- Genre: Comedy
- Directed by: Mark Goode
- Starring: Pat Paulsen; Billy Sands;
- Country of origin: United States
- Original language: English
- No. of seasons: 1
- No. of episodes: 13

Production
- Executive producers: Ken Kragen; Neil Rosen;
- Producers: Bill Carruthers; Mark Goode;
- Editors: Richard F. Wilson; Emil Zvarich;
- Running time: 30 min
- Production companies: Carruthers Company; Picky Video; ABC;

Original release
- Network: ABC
- Release: January 22 – April 16, 1970

= Pat Paulsen's Half a Comedy Hour =

Pat Paulsen's Half a Comedy Hour is an American half-hour television variety show that ran on ABC-TV on Thursday nights at 7:30 p.m. from January 22, 1970, to April 16, 1970.

The star was Pat Paulsen, who ran for the office of President of the United States in 1968. Paulsen had been a regular on The Smothers Brothers Comedy Hour. Jean Byron was a semi-regular. Writers included Steve Martin.

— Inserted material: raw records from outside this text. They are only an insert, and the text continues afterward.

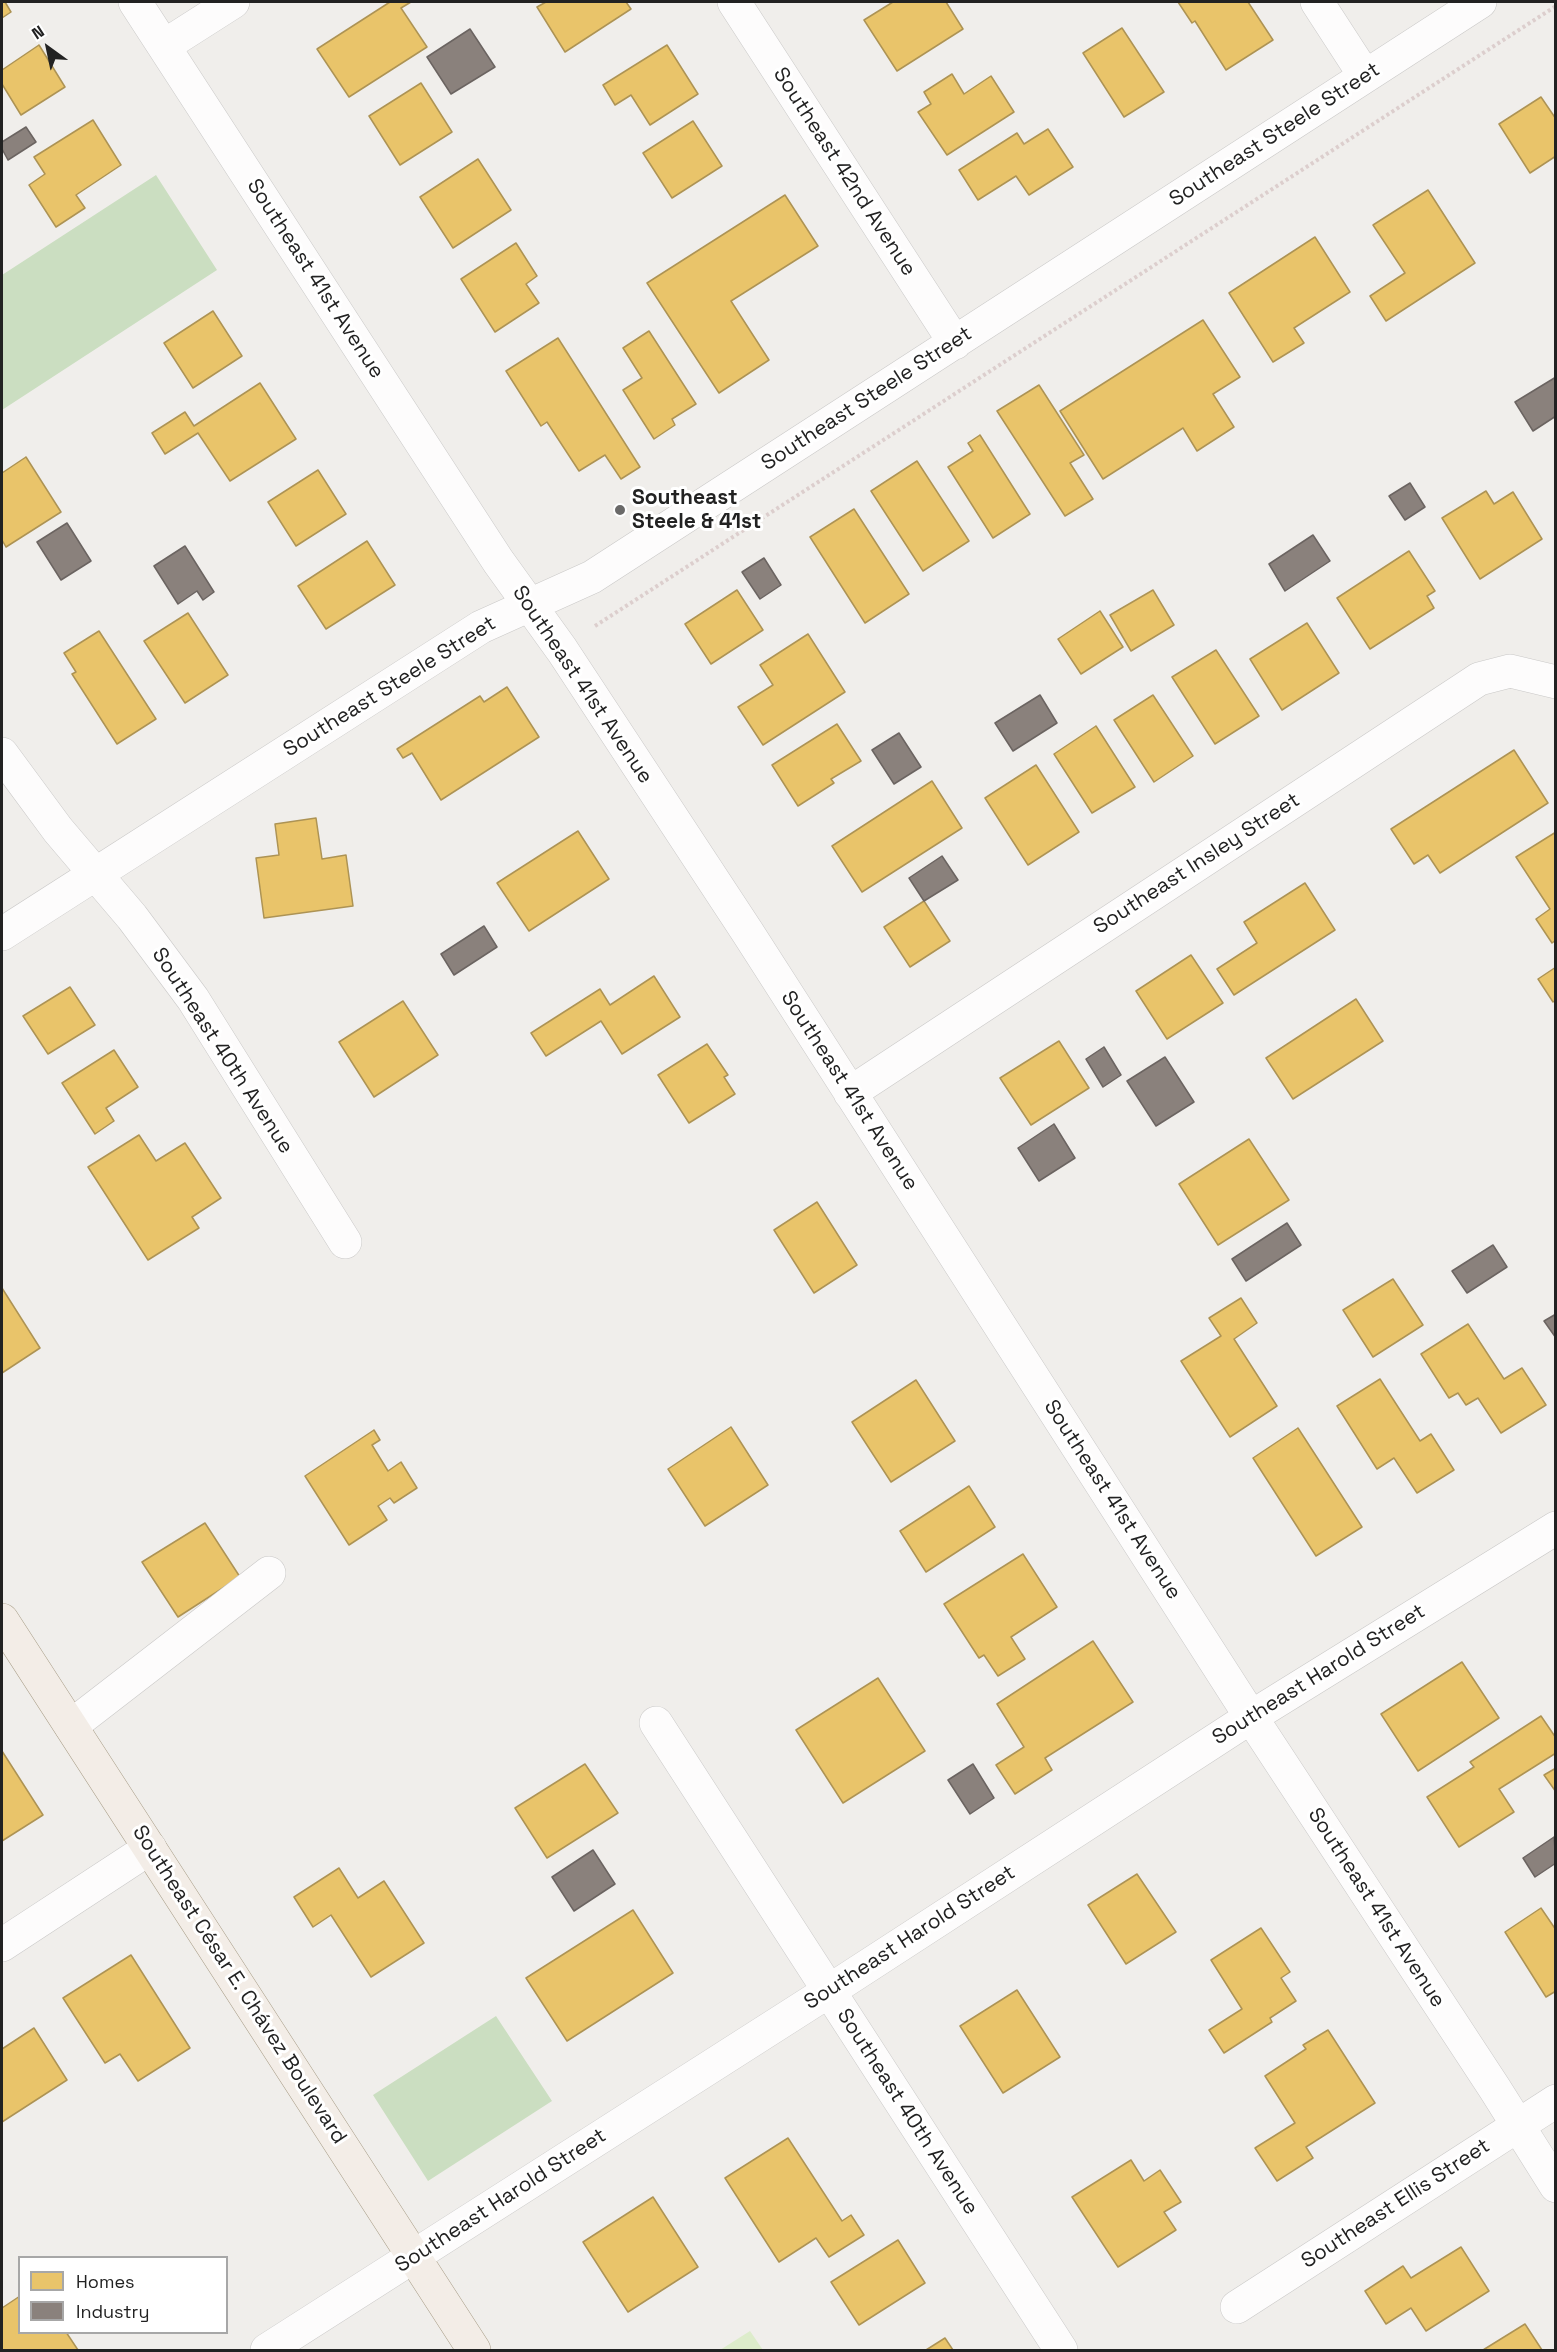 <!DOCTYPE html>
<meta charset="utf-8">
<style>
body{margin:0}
#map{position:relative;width:1557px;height:2352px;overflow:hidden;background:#f0eeeb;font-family:"Space Grotesk",sans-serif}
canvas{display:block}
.frame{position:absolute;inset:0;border:3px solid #222;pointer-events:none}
.legend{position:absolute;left:18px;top:2256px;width:210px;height:78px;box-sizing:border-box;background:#fff;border:2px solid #a7a7a7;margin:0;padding:8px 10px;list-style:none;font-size:18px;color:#222}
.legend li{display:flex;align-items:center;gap:12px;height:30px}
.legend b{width:30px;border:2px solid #a7a7a7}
.north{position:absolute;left:18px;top:18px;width:60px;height:60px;-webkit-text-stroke:4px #fff;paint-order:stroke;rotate:327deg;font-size:16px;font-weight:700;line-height:24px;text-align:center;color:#222}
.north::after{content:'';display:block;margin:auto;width:21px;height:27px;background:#222;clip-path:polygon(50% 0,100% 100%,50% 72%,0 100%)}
</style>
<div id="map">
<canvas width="1557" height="2352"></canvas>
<div class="frame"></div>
<ul class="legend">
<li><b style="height:16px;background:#e9c46a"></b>Homes</li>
<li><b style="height:16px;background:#8a817c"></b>Industry</li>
</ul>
<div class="north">N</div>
</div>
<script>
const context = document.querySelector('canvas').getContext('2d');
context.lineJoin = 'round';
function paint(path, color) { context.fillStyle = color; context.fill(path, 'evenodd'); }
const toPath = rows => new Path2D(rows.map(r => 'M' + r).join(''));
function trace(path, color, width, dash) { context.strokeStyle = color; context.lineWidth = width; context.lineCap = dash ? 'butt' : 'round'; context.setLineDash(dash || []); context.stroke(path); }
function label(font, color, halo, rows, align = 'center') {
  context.font = font + ' "Space Grotesk",sans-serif'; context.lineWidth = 6; context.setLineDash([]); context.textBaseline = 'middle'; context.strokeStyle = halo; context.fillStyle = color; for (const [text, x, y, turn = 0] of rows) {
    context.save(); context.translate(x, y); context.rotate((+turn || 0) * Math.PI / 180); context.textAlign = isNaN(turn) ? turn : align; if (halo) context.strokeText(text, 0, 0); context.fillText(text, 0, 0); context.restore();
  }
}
paint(toPath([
 [750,2331,763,2350,720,2350]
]), '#ddeccb');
paint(toPath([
 [156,175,217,270,2,410,2,275],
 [496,2016,552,2101,428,2181,373,2095]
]), '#cbdec1');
const homes = toPath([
 [2,2,5,2,11,12,2,18,2,2],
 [390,2,411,2,401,8,427,47,349,97,317,49,390,2],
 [546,2,626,2,631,9,565,52,537,7,546,2],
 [893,2,946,2,963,29,897,71,864,20,893,2],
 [1178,2,1248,2,1273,40,1226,70,1195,21,1192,23,1178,2],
 [1122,28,1164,92,1124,117,1083,53,1122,28],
 [39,45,65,87,21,115,2,84,2,70,39,45],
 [667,45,698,94,650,125,631,95,615,105,603,85,667,45],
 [952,74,964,94,991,76,1014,112,947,155,918,112,931,104,924,92,952,74],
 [421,83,452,132,400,165,369,116,421,83],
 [1541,97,1556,119,1556,156,1530,173,1499,124,1541,97],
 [93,120,121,165,76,195,85,208,56,227,29,185,45,174,34,157,93,120],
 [693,121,722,166,672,198,643,153,693,121],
 [1048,129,1073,167,1029,195,1016,176,978,200,959,170,1017,133,1024,144,1048,129],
 [478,159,511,210,453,248,420,197,478,159],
 [1428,190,1475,263,1386,321,1370,296,1405,273,1373,225,1428,190],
 [785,195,818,246,731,301,769,360,719,393,647,283,785,195],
 [1315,237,1350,292,1294,328,1304,343,1273,362,1229,293,1315,237],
 [516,243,537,276,526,284,539,303,495,332,461,279,516,243],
 [213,311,242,356,193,388,164,343,213,311],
 [1203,320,1240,377,1213,394,1234,427,1197,451,1183,428,1103,479,1060,411,1203,320],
 [649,331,696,404,672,419,675,425,654,439,623,390,642,378,623,348,649,331],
 [558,338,640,467,621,479,605,455,579,471,547,422,541,426,506,371,558,338],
 [260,383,296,439,230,481,198,433,165,454,152,433,185,412,194,426,260,383],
 [1039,385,1084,455,1070,463,1093,499,1065,516,997,411,1039,385],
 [980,435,1030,514,993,538,948,467,973,451,968,443,980,435],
 [26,457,61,512,6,547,2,540,2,473,26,457],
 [917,461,969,541,923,571,871,491,917,461],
 [318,470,346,514,296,546,268,502,318,470],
 [1486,491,1494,504,1513,492,1542,539,1480,579,1442,518,1486,491],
 [854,509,909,594,865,623,810,537,854,509],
 [367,541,395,585,326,629,298,586,367,541],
 [1409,551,1435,591,1427,596,1434,608,1370,649,1337,598,1409,551],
 [737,590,763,630,711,664,685,624,737,590],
 [1153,590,1174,625,1131,651,1110,615,1153,590],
 [1100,611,1123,647,1081,674,1058,639,1100,611],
 [188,613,228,675,185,703,144,641,188,613],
 [1307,623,1339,673,1282,710,1250,659,1307,623],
 [99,631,156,719,117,744,72,674,76,672,64,653,99,631],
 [808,634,845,692,763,745,738,707,773,685,760,665,808,634],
 [1216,650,1259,716,1215,744,1172,677,1216,650],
 [507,687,539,737,441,800,412,753,403,758,397,749,480,696,484,702,507,687],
 [1153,695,1193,756,1154,782,1114,720,1153,695],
 [837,724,861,761,831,779,834,783,798,806,772,765,837,724],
 [1096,726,1135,787,1092,813,1054,754,1096,726],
 [1514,750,1548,803,1440,873,1428,855,1414,864,1391,829,1514,750],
 [1036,765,1079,832,1028,865,985,798,1036,765],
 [932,781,962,828,862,892,832,846,932,781],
 [316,818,322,859,346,855,353,906,264,918,256,858,279,855,275,824,316,818],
 [578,831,609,879,529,931,497,883,578,831],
 [1556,832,1556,940,1552,943,1536,919,1550,909,1516,857,1556,832],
 [1305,883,1335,930,1234,995,1217,969,1257,943,1244,922,1305,883],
 [924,901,950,941,910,967,884,927,924,901],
 [1191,955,1223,1003,1167,1039,1136,991,1191,955],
 [1556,967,1556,1000,1553,1002,1538,979,1556,967],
 [654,976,680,1017,622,1054,601,1021,546,1056,531,1033,600,989,610,1005,654,976],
 [70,987,95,1025,48,1054,23,1016,70,987],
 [1356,999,1383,1041,1293,1099,1266,1058,1356,999],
 [403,1001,438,1055,374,1097,339,1042,403,1001],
 [1059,1041,1089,1088,1031,1125,1000,1078,1059,1041],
 [707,1044,728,1075,724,1077,735,1094,689,1123,658,1075,707,1044],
 [114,1050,138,1087,106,1108,114,1121,95,1134,62,1083,114,1050],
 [139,1135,156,1161,185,1143,221,1198,192,1217,199,1228,148,1260,88,1167,139,1135],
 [1249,1139,1289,1200,1218,1245,1179,1184,1249,1139],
 [817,1202,857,1265,814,1293,774,1230,817,1202],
 [1393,1279,1423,1325,1373,1357,1343,1310,1393,1279],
 [2,1288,40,1348,2,1373,2,1288],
 [1241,1298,1257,1323,1234,1339,1277,1406,1230,1437,1181,1361,1221,1336,1209,1318,1241,1298],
 [1468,1324,1504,1379,1522,1368,1546,1405,1501,1433,1478,1398,1466,1405,1458,1393,1449,1398,1421,1354,1468,1324],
 [1380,1379,1420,1441,1431,1434,1454,1470,1417,1493,1394,1458,1377,1469,1337,1406,1380,1379],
 [916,1380,955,1441,891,1482,852,1422,916,1380],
 [731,1427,768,1485,705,1526,668,1469,731,1427],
 [1298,1428,1362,1527,1316,1556,1253,1458,1298,1428],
 [374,1430,380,1440,372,1445,388,1471,401,1462,417,1488,394,1503,390,1498,378,1506,387,1520,349,1545,305,1476,374,1430],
 [969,1486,995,1527,926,1572,900,1531,969,1486],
 [205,1523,240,1577,178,1617,142,1562,205,1523],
 [1023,1554,1057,1607,1011,1637,1025,1659,998,1676,984,1655,979,1658,944,1604,1023,1554],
 [1093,1641,1133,1702,1045,1758,1052,1770,1015,1794,996,1765,1024,1747,997,1704,1093,1641],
 [1462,1662,1499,1718,1418,1771,1381,1714,1462,1662],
 [878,1678,925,1751,843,1803,796,1730,878,1678],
 [1541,1716,1556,1738,1556,1753,1499,1789,1514,1812,1459,1847,1427,1797,1474,1767,1470,1762,1541,1716],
 [2,1751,43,1815,2,1841,2,1751],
 [585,1764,618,1813,547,1858,515,1808,585,1764],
 [1556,1768,1556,1792,1544,1775,1556,1768],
 [339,1868,358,1898,384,1881,424,1943,371,1977,331,1915,313,1927,294,1897,339,1868],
 [1137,1874,1176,1932,1126,1964,1088,1905,1137,1874],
 [1541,1908,1556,1930,1556,1991,1546,1997,1505,1932,1541,1908],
 [633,1910,673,1973,567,2041,526,1978,633,1910],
 [1261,1928,1290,1972,1281,1978,1296,2001,1270,2018,1272,2022,1224,2053,1209,2030,1242,2009,1211,1960,1261,1928],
 [131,1955,190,2048,138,2081,120,2054,105,2063,63,1998,131,1955],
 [1017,1990,1060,2057,1003,2093,960,2026,1017,1990],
 [34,2028,67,2080,2,2122,2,2049,34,2028],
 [1328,2030,1375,2103,1306,2147,1313,2158,1277,2181,1255,2148,1295,2123,1265,2076,1306,2049,1303,2045,1328,2030],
 [788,2138,842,2221,851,2215,864,2235,829,2257,816,2238,779,2262,725,2178,788,2138],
 [1131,2160,1144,2181,1160,2170,1181,2202,1164,2212,1176,2230,1118,2267,1072,2197,1131,2160],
 [653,2197,698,2267,628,2312,583,2242,653,2197],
 [898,2240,925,2283,859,2325,831,2282,898,2240],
 [1461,2247,1489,2291,1426,2331,1411,2308,1386,2324,1365,2291,1403,2266,1411,2278,1461,2247],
 [20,2296,20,2332,66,2332,78,2350,2,2350,2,2308,20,2296],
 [1525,2324,1542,2350,1483,2350,1525,2324],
 [945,2338,953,2350,926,2350,945,2338]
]);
paint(homes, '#e9c46a');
trace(homes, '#ad9354', 1.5);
const industry = toPath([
 [470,29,495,67,451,94,427,57,470,29],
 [26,127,36,142,8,160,2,149,2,142,26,127],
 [1556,377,1556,416,1533,431,1515,402,1556,377],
 [1410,483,1425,507,1405,520,1389,496,1410,483],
 [67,523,91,561,61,580,37,542,67,523],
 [1313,535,1330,561,1285,591,1269,564,1313,535],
 [185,546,214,592,203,600,197,591,178,604,154,566,185,546],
 [764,558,781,585,760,599,742,572,764,558],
 [1040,695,1057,723,1013,751,995,723,1040,695],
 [899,733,921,767,894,784,872,750,899,733],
 [942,856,958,880,924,901,909,878,942,856],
 [484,926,497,947,454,975,441,954,484,926],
 [1104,1047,1121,1075,1103,1087,1086,1059,1104,1047],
 [1165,1057,1194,1102,1156,1126,1127,1081,1165,1057],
 [1054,1124,1075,1158,1039,1181,1018,1148,1054,1124],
 [1287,1223,1301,1245,1246,1281,1232,1259,1287,1223],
 [1493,1245,1507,1267,1467,1293,1452,1271,1493,1245],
 [1556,1314,1556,1338,1544,1321,1556,1314],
 [973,1764,994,1798,970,1814,948,1780,973,1764],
 [1554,1837,1556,1863,1535,1877,1523,1858,1554,1837],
 [593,1850,615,1884,574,1911,552,1877,593,1850]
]);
paint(industry, '#8a817c');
trace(industry, '#6b6461', 1.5);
const minor = toPath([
 [135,2,498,561,562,650,748,933,1251,1717,1495,2089,1556,2186],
 [734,2,955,343],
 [1317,2,1365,76],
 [164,46,233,2],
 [2,754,58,830,132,917,193,999,345,1242],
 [2,934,481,627,592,577,1480,2],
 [850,1093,1479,679,1510,671,1556,682],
 [656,1723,1061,2350],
 [71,1726,269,1573],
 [2,1945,150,1848],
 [1237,2307,1556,2101],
 [267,2350,829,1991,1251,1717,1556,1528]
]);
const major = toPath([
 [2,1620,474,2350]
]);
trace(minor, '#c9c8c7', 34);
trace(major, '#a79c86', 34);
trace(toPath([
 [595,626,1556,6]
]), '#dccecd', 4, [3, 3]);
trace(minor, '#fdfcfc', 33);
trace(major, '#f3ede7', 33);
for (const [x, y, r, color] of [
 [620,510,6,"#6a6968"]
]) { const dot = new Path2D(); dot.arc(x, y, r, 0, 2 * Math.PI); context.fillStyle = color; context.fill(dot); trace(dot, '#fff', 2); }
label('21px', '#222', '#fff', [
 ["Southeast Steele Street",1275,135,-33],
 ["Southeast 42nd Avenue",844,172,57],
 ["Southeast 41st Avenue",315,279,57],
 ["Southeast Steele Street",867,399,-33],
 ["Southeast 41st Avenue",582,685,56],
 ["Southeast Steele Street",390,687,-32],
 ["Southeast Insley Street",1197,864,-33],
 ["Southeast 40th Avenue",222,1051,57],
 ["Southeast 41st Avenue",849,1091,57],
 ["Southeast 41st Avenue",1112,1500,57],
 ["Southeast Harold Street",1319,1675,-32],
 ["Southeast 41st Avenue",1376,1908,57],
 ["Southeast Harold Street",910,1938,-33],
 ["Southeast César E. Chávez Boulevard",239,1985,57],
 ["Southeast 40th Avenue",907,2112,57],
 ["Southeast Harold Street",501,2201,-33],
 ["Southeast Ellis Street",1396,2204,-33]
]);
label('bold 21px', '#222', '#fff', [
 ["Southeast",632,498],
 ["Steele & 41st",632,522]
], 'left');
</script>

Paulsen often spoofed Then Came Bronson and played a science teacher. Guest stars included Hubert Humphrey, Angie Dickinson, Tiny Tim, Miss Vickie, Mike Connors, Dan Blocker, Henry Fonda, Tommy Smothers, Don Rickles, Don Adams, Carl Betz, the animated Daffy Duck and Foghorn Leghorn and Joey Heatherton. On the April 9, 1970, episode, Paulsen sang the song "Did I Ever Really Live?", which was from his Mercury record album, Live at the Ice House.

The show was cancelled after 13 episodes.

MPI released the entire series on DVD in 2009.

The series is available on Amazon Prime Video and Tubi.